Ryu made a face of annoyance and crossed his arms in disapproval as a set of blue eyes glanced over to him. "lol nigga quit ur bitchin".
Quickly turning his head to the source of the taunt, Ryu glared at a blonde boy laying in the middle of the floor with his hands behind his head, staring at him with a cocky grin. "Don't make me kick your ass, Shulk." retorted the muscle bound young man, before throwing the nearest object at him, which just so happened to be a can of Pac-Peaches. Without a flinch Shulk caught the can and began tossing it into the air repeatedly.
"Whoa there babycakes, ya don't have to be so salty." He said with a shit-eating grin.
A tall, very pale man with sex viruses emerged from a back room of the bus, his hands on his hips in a dominating stance. "What in the world are you boys arguing about?" he questioned.
"Ryu is being a pouty fuckboi again" said Shulk, focusing on the can of Pac-Peaches he was tossing in the air. "Marth? What's actually going on here?"
"They're both being babies." Marth replied quickly, paying all his attention to his sick guitar riff. As Wii Fit Dad sighed, he returned to the room from whence he came, and Ryu turned to a short, muscular boy reading a body building magazine. He obviously learns a lot from the magazines, judging from the muscles bulging through his tank top.
"What do you think, Mac?" Ryu questioned.
"Don't drag me into this." He said quickly and simply.
Letting out a long exaggerated grunt, Ryu slammed his head back against the wall before shouting, "Mario! When the hell are we gonna get to Kanto?"
The big nosed, thick mustached bus driver wearing patriotically colored overalls and cap glances back quickly before returning his attention to the road and speaking with a loud voice, "It'll be-a-maybe another few hours."
It was sometimes a bit difficult to understand what he was saying with that thick foreign accent of his. But no one in the band wanted to bring it up, partly because no one wanted to offend him, and since he gets so defensive when the subject of where he's from comes up. The only thing the band has to go on about his origins is his accent, which sounds vaguely ethnic. They've narrowed it down to Greek, Italian, or Mexican.
Or something like that.
Shulk had now opened the can of Pac-Peaches and started snacking on them. "Hoo boy, we've got to deal with a whiney Ryu for another few hours then." He said with a full mouth.
"Hey Mario!" Marth shouted, trying to make his voice heard over the sound of the bus's engine and the Pac-Wind outside. "When is the next pit stop? We should probably break for lunch soon, and Shulk is hogging the last can of Pac-Peaches." Still paying minimal attention to anything other than the guitar he was shredding a tasty riff on. "We should-a-be arriving at Pac-Land in a few minutes" the mustachioed midget replied. Just then the bus engine went quiet and the vehicle started slowing.
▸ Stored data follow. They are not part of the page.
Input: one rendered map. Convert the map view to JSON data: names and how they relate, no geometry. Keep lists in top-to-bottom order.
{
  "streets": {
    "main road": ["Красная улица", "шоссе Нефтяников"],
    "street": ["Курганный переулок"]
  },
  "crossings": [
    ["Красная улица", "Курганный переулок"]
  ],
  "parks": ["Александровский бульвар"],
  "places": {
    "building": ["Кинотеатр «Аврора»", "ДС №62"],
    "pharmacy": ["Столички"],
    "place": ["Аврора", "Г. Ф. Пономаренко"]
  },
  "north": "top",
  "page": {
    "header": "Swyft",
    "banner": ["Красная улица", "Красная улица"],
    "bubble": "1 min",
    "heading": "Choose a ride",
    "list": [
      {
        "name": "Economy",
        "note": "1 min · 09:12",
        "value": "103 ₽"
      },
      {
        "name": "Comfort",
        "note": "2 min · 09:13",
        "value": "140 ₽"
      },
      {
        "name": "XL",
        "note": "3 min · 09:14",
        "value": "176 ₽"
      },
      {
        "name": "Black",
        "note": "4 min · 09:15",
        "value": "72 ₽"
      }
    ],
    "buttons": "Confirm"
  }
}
"Oh no! We're-a-out of gas!" The driver said while pulling the vehicle to the side of the Pac-Road. Little Mac continued reading his magazine, completely unconcerned, while Marth finally put his guitar aside and moved to the front of the bus, accompanied by Ryu and Shulk. "What do you mean we're out of gas? I thought we filled up on gas back at Flat Zone!" Marth cried, with worry in his pussy fuckboi eyes.
Mario nervously took off his hat to scratch his head, "but Flat Zone was-a-long ways-a-back. We also didn't get-a-full tank, because the Game and Watches chased us out of town before we finished fueling." He said, returning his cap to his head.
"Ugh" Shulk groaned. "God damn Watch supremacists.
"But the roadie van should-a-have enough gas to make it to Pac-Land, so we can get-a-gas can to bring back. That should be enough to hold the bus off until we can get there." Explained Mario. Shulk leaned back against the stairs' handrail, prodding at a slimy slice of Pac-Peach with his index finger, seemingly not concerned about the situation at all. "Alright, you go with the roadies to get gas. We'll stay in the bus to make sure no one steals our shit." Said Ryu with a deep voice.
Mario glanced out the window to see the roadie van parking in front of them. Everyone watched a tall man jump out of the van and sprint to the bus, shielding his eyes from the relentless Pac-Sand.
Mario opened the door quickly to let the man in. Just after the man stepped into the bus, Mario closed the door to prevent any Pac-Sand from getting in. The tall man was much younger than he looks, being no older than 25. He wore a skin tight, blue jumpsuit, and a red helmet with a gold emblem on the front in the shape of a falcon. "What's holding you guys up? If we keep wasting time here, we'll never get to Kanto."
"Out of gas" replied Ryu, simply.
"Well the van probably has enough to make it to Pac-Land. Anyone wanna come with us?" The man questioned.
"No thanks, Captain Falcon." Shulk said, trying to sound disappointed. "But Mario oh, so graciously volunteered to brave the journey with you guys in our place." Shulk smirked; satisfied that he didn't have to leave.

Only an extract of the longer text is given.